V. R. : « Il existe quelques marchés de niche comme pour la Noire du Velay, ou pour le secteur de la Margeride qui a la chance d’avoir l’entreprise de lavage de laine Laurent qui collecte localement. La FDO 43 travaille actuellement avec la FDO 63 sur un projet avec une entreprise puydomoise Capillum spécialisée dans le paillage. Ils utilisent des cheveux et des chutes de tissus, et ont mis en place des essais avec de la laine. Nous travaillons sur ce projet depuis six mois et sommes dans l’attente de résultats. Ce ne sera qu’un marché de niche, mais c’est mieux que rien. Par ailleurs nous mettons beaucoup d’espoir dans une autre valorisation de notre laine, le compostage. À défaut de la vendre, elle pourrait au moins être valorisée pour nos exploitations. Le problème, c’est que la laine est considérée aujourd’hui comme un SPAN (sous-produits animaux) et donc soumise à une réglementation européenne, qui oblige à une autorisation spécifique et une hygiénisation avant utilisation. Les coûts sont bien trop élevés pour nos élevages. Aujourd’hui, nous nous battons pour cette filière sur deux tableaux : le prix et les normes. »

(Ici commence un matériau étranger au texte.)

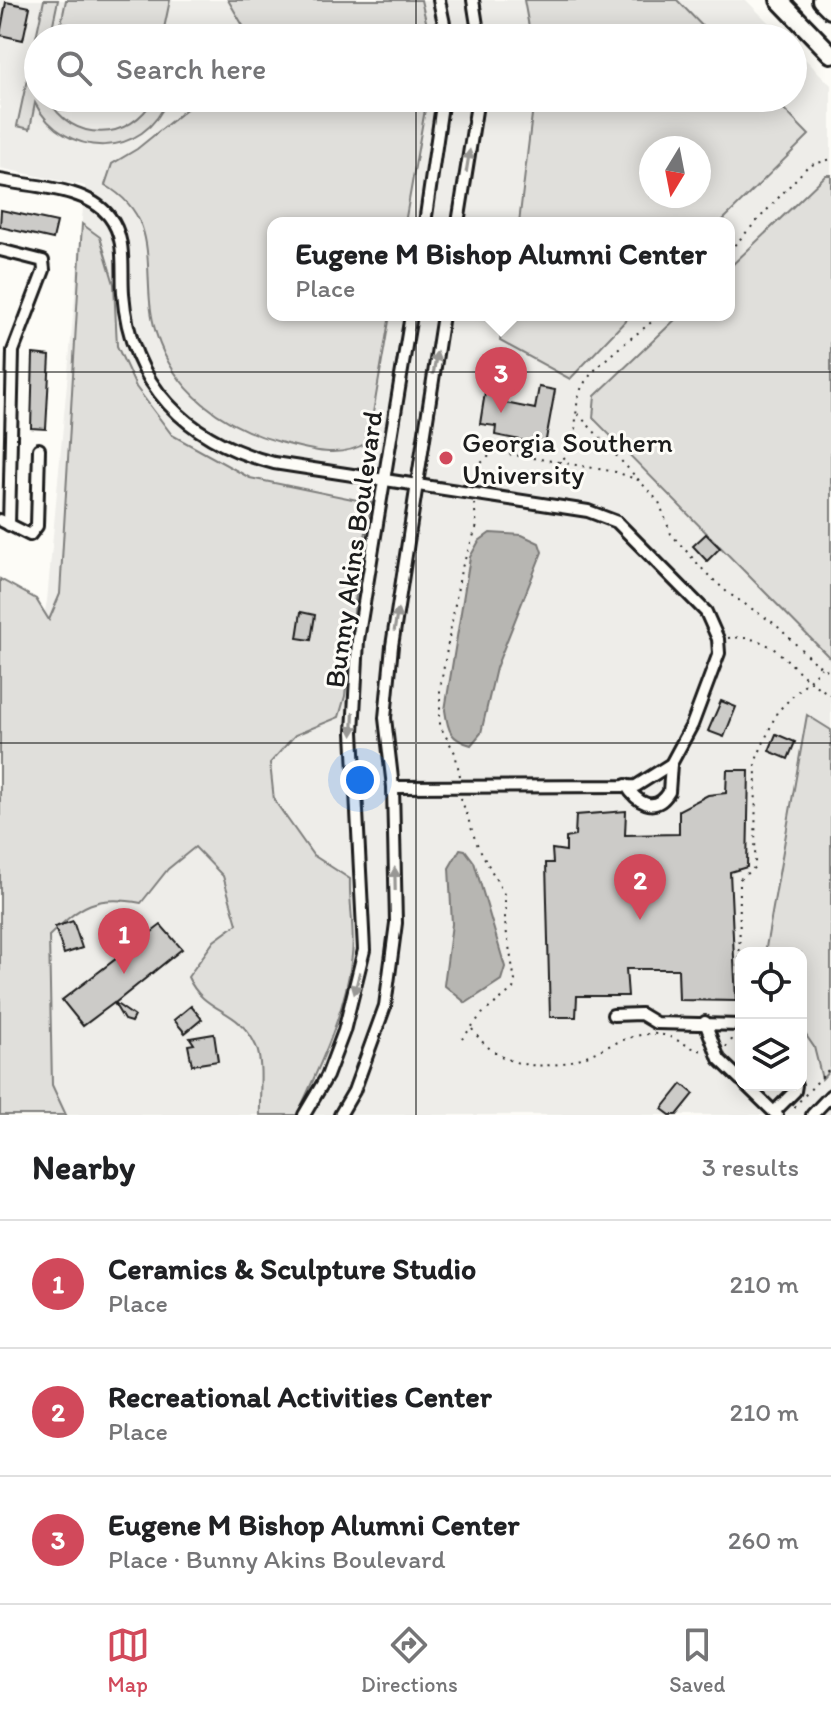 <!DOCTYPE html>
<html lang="en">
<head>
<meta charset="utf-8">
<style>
	body { margin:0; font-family:Itim,sans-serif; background:#f2f2f2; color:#202124 }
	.controls { position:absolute; right:24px; bottom:24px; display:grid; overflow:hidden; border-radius:16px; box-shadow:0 4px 20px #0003 }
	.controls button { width:72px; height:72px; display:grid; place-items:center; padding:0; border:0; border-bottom:2px solid #e0e0e0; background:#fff; color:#202124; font:40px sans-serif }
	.compass { position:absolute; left:639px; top:136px; width:72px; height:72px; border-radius:50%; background:#fff; box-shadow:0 4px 20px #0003; rotate:190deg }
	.you { position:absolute; left:360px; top:780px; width:28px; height:28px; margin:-20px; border:6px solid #fff; border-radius:50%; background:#1a73e8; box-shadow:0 0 0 12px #1a73e833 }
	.badge { display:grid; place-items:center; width:52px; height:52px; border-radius:50%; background:#d1495b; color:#fff; font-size:26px; font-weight:700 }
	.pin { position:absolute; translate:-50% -66px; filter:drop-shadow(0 2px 4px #0008) }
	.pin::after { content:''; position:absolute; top:42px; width:28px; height:24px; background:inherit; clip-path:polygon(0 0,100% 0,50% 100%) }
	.popup { position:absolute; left:267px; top:217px; width:468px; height:104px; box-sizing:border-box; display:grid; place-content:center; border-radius:16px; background:#fff; filter:drop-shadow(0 2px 6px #0005); font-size:26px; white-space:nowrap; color:#757577 }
	.popup b { font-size:30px; color:#202124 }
	.popup::after { content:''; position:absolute; left:50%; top:100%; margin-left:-16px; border:16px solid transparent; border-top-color:#fff }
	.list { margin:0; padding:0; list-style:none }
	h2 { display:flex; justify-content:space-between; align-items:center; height:104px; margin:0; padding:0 32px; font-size:34px }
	h2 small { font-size:26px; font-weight:400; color:#757577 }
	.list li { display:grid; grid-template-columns:52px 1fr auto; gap:24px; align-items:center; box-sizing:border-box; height:128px; padding:0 32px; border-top:2px solid #e0e0e0 }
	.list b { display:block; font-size:30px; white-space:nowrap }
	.list p { margin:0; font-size:26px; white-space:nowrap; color:#757577 }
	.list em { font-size:26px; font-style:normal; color:#757577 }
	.icon { flex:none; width:44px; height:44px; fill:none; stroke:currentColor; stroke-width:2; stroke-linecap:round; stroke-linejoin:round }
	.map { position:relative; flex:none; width:831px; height:1115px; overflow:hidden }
	.search { position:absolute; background:#fff; box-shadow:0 4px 20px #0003; left:24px; right:24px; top:24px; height:88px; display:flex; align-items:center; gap:20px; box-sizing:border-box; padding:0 28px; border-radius:44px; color:#757577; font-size:30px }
	.sheet { height:488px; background:#fff }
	nav { display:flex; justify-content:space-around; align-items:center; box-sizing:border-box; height:112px; border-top:2px solid #e0e0e0; background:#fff; font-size:22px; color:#757577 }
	nav a { display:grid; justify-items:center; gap:4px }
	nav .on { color:#d1495b }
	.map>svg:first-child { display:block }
	.built { fill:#eeede9; fill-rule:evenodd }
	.green { fill:#e0dfdb; stroke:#7e7e7c; stroke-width:2; fill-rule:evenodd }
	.water { fill:#b7b6b2; stroke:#797876; stroke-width:2 }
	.building { fill:#cccbc8; stroke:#1c1c1c; stroke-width:2 }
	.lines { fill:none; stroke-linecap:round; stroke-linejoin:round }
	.minor-casing { stroke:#1c1c1c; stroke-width:16 }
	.highway-casing { stroke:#1c1c1c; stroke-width:22 }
	.path { stroke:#1c1c1c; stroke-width:2; stroke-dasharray:2 6; stroke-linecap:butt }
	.minor { stroke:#fdfcf7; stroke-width:10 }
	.highway { stroke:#fdfcf7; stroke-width:16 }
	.oneway { fill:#989794 }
	.grid { fill:none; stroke:#1c1c1c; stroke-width:2; stroke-opacity:0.55 }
	.poi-dot { fill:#d1495b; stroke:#fdfcf7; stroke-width:3 }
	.labels { text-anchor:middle; stroke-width:6; stroke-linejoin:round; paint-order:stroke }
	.poi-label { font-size:28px; fill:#1c1c1c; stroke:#fdfcf7; text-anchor:start }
	.street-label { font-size:28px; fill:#1c1c1c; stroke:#fdfcf7 }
</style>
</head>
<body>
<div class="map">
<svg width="831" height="1115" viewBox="0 0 831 1115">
	<rect width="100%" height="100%" fill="#fdfcf7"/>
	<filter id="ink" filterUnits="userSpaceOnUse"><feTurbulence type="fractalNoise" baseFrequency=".0125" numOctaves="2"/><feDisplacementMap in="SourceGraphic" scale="16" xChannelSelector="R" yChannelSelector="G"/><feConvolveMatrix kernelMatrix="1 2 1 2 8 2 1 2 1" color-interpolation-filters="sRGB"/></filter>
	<g filter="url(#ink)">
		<!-- built -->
		<path class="built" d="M0 0H746L784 38H38V98H793V47L831 85V1115H0V823L47 601 85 186 0 168ZM651 148H699V196H651ZM273 223H729V315H273ZM741 953H801V1085H741Z"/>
		<!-- green -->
		<g class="green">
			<path d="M44 0H58L50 38H38V98H48C71 144 131 142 154 98H168C145 160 64 160 35 103L30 129 17 126Z"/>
			<path d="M66 0H170L162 38H58Z"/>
			<path d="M228 0H421L430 38H242L245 29Z"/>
			<path d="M524 0H677L714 38H531Z"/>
			<path d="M200 98H427L405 223H273V315H390L368 442C339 460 311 450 280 442 223 427 174 392 156 333 138 276 167 221 105 185L112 164 137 149Z"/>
			<path d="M534 98H773L809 135 720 223H519ZM651 148H699V196H651Z"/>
			<path d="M826 175H831V659L593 418 595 396 680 315H729V268Z"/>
			<path d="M82 224 100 237 114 284 117 346 136 387 172 435 250 478 372 503 359 566 345 696 339 717 295 735 270 763 274 800 313 855 350 879C349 904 355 931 352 955 346 1011 321 1064 297 1115H260C259 1096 264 1064 256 1046 238 1006 205 1015 188 977L214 941 237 924 223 876 195 847 168 869 141 903C96 894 81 905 49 936L52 1085 66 1115H0V579L36 599 49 620 60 594Z"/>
			<path d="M504 315H631L570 379 500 341Z"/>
			<path d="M807 715 831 730V1069L822 1079 814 1047 801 1028V953H765Z"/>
		</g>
		<!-- water -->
		<g class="water">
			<path d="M490 533 522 535 539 543 542 552 496 668 481 733 471 745C450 739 448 731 445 710L470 557 479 541Z"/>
			<path d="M460 849 465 850 474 862 505 967 501 980 466 1003 444 985 452 924 449 868Z"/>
		</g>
		<!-- building -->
		<g class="building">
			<path d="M6 2 30 7 23 40 0 35Z"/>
			<path d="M1 210 57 222 53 239 0 227Z"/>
			<path d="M33 354 50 356 46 429 31 428Z"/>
			<path d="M486 386 502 389 500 402 535 409 539 387 555 390 545 445 495 435 496 426 480 424Z"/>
			<path d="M706 534 720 548 707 561 693 546Z"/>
			<path d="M301 612 315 615 311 640 297 638Z"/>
			<path d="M721 701 736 707 724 737 708 731Z"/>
			<path d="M776 734 795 742 788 759 769 751Z"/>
			<path d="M727 770H749L747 867 730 872 736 1001 679 1000 678 969H626L628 996H577L576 1017H550L546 863H553L552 849 566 851V838L575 836 576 815 626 811 625 835 679 834V810L708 795 726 793Z"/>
			<path d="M73 921 82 948 64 954 55 927Z"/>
			<path d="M129 922 144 938 161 925 182 949 115 1003 134 1016 131 1022 124 1020 114 1003 83 1026 62 1000 130 948 117 933Z"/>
			<path d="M191 1006 202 1019 185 1033 174 1020Z"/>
			<path d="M214 1034 218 1061 192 1065 188 1045 194 1044 190 1038Z"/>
			<path d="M682 1084 694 1094 677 1115H670L662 1109Z"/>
		</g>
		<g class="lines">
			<!-- minor casing -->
			<g class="minor-casing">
				<g id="minor">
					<path d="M439 0 447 38"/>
					<path d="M473 0 479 38"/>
					<path d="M0 180C34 187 86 187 109 216 127 239 121 266 123 293 130 385 187 441 274 463L588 511 617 522 706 612 718 639 719 653 692 725 671 764 636 786 393 787"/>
					<path d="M425 223 443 98"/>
					<path d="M458 223 478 98"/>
					<path d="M0 250 43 261 44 270 13 351 9 525"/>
					<path d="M0 520 30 535 37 526 39 449"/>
					<path d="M626 785C636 802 655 815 669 792L671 764"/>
					<path d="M613 1015 641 1014 656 1023 741 1025"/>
					<path d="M705 1022 719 1059 741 1080"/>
					<path d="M746 1085 777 1115"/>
					<path d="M774 1112 795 1091 796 1085"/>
					<path d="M304 1115 327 1076 344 1031 364 950 353 732 358 640 411 315"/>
					<path d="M340 1115 354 1091 385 1006 396 923 393 787 385 718 392 646 443 315"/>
					<path d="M812 1115 831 1095"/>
				</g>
			</g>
			<!-- highway casing -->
			<g class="highway-casing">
				<g id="highway">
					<path d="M779 0 831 54"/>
					<path d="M821 0 831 10"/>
				</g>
			</g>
			<!-- path -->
			<g class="path">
				<path d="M729 251 808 166 831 159"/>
				<path d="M578 414 659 502 671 534 706 573 728 593 775 624 815 663 831 672"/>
				<path d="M559 462 616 472 638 480"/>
				<path d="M476 486 481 463 494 452 559 462C584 445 570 411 582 387 595 363 638 334 660 315"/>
				<path d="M728 638C783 633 789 676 831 694"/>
				<path d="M460 776 455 753 440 726V689L461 570 477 526 474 504"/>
				<path d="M461 798 476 842 505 896V923L515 981 513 989 482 1014 462 1039"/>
				<path d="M739 1015 740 879 755 867 756 760 777 712 821 668"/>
				<path d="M472 1029C498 1067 539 1073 581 1058 606 1049 630 1032 657 1034 674 1035 688 1049 704 1051"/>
				<path d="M726 1047 734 1037"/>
				<path d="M794 1107 831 1067"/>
			</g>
			<!-- minor -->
			<use href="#minor" class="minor"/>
			<!-- highway -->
			<use href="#highway" class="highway"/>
		</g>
		<!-- one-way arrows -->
		<defs><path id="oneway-solid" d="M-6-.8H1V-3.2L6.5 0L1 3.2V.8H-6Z" transform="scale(2)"/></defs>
		<g class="oneway">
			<use href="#oneway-solid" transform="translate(468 161) rotate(-81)"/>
			<use href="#oneway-solid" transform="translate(435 363) rotate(-81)"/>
			<use href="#oneway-solid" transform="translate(396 620) rotate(-81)"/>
			<use href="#oneway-solid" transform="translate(353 724) rotate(92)"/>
			<use href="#oneway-solid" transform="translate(395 879) rotate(-91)"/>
			<use href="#oneway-solid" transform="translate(357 983) rotate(104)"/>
		</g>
	</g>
	<!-- grid -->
	<path class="grid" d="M416 0V38M416 98V1115M0 372H831M0 743H831"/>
	<!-- markers -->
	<circle class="poi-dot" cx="446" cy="458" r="8"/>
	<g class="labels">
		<!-- poi labels -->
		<g class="poi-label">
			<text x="462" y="452">Georgia Southern<tspan x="462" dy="32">University</tspan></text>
		</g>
		<!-- street labels -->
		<g class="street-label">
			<text transform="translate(353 549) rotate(-82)" y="10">Bunny Akins Boulevard</text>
		</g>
	</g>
</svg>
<div class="controls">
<button><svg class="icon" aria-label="locate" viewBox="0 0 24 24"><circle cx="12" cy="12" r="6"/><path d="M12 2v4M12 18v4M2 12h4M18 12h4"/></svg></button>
<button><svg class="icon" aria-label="layers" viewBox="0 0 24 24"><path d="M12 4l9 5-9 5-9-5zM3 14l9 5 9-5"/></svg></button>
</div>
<svg class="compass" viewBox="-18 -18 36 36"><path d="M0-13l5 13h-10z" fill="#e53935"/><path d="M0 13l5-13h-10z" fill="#757577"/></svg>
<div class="you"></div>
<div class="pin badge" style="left:124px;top:974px">1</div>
<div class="pin badge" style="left:640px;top:920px">2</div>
<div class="pin badge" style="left:501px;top:413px">3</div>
<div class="popup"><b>Eugene M Bishop Alumni Center</b>Place</div>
<div class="search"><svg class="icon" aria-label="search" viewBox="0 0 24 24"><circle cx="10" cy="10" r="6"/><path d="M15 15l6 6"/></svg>Search here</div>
</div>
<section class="sheet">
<h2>Nearby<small>3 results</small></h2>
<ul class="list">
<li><span class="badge">1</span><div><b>Ceramics &amp; Sculpture Studio</b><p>Place</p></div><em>210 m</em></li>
<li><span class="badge">2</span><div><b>Recreational Activities Center</b><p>Place</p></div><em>210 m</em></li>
<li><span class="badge">3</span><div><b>Eugene M Bishop Alumni Center</b><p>Place · Bunny Akins Boulevard</p></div><em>260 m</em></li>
</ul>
</section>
<nav>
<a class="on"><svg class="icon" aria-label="map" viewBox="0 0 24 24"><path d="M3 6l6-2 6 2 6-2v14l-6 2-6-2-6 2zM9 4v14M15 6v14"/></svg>Map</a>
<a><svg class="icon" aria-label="directions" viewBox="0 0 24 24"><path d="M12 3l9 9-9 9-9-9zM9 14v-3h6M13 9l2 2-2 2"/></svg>Directions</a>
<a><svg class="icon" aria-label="saved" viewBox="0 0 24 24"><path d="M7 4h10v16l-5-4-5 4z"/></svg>Saved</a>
</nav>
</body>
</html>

Propos recueillis par Suzanne Marion
TRAÇABILITÉ DES LOTS DE LAINE / Une application
L’usage de la laine dépend entièrement de ses caractéristiques : longueur et épaisseur des fibres, présence de jarre (poils de couverture raides), pigmentation, résistance, brillance, etc. Le collectif Tricolor a développé une application qui permet de remonter jusqu’à l’élevage. Un outil qui, espère Pascal Gautrand, pourrait « générer une épine dorsale pour la filière ». Car « il permet aux groupements d’éleveurs qui le souhaitent de mettre en place une rémunération liée à la qualité » (au lieu du paiement au poids actuellement en vigueur). Le collectif Tricolor voit dans cet outil un moyen d’inciter les éleveurs à produire des laines de meilleure qualité. « C’est vrai que, au fil des années, les éleveurs se sont détournés de la qualité de la laine », reconnaît Jean-Roch Lemoine.
Y. G.
AFFICHAGE ENVIRONNEMENTAL / La laine française tire son épingle du jeu
Alors que l’exécutif compte finaliser cette année l’affichage environnemental pour le textile, l’Ademe a créé deux catégories de laine pour le calcul de l’impact environnemental, distinguant les fibres produites dans l’hémisphère Sud de celles produites en France. Ces dernières sont baptisées « Nouvelle filière ». Une mesure qui « change vraiment la donne », selon Pascal Gautrand, délégué général du collectif Tricolor, qui affirme que la laine française pollue « cinq à neuf fois moins » que sa concurrente de l’hémisphère Sud. « Le modèle de l’Australie et de la Nouvelle-Zélande, ce sont des troupeaux hyper extensifs jusqu’à 10 000 têtes, où les éleveurs ne voient les moutons qu’une fois par an, pour les tondre », résume-t-il. Le modèle français « utilise beaucoup moins de surface par animal ». Et la production principale reste la viande ou le lait, d’où la nécessité, selon lui, de ne pas affecter la totalité de l’impact environnemental à la laine. Cette démarche pionnière en Europe pourrait bénéficier aux autres pays d’élevage ovin, espère Pascal Gautrand.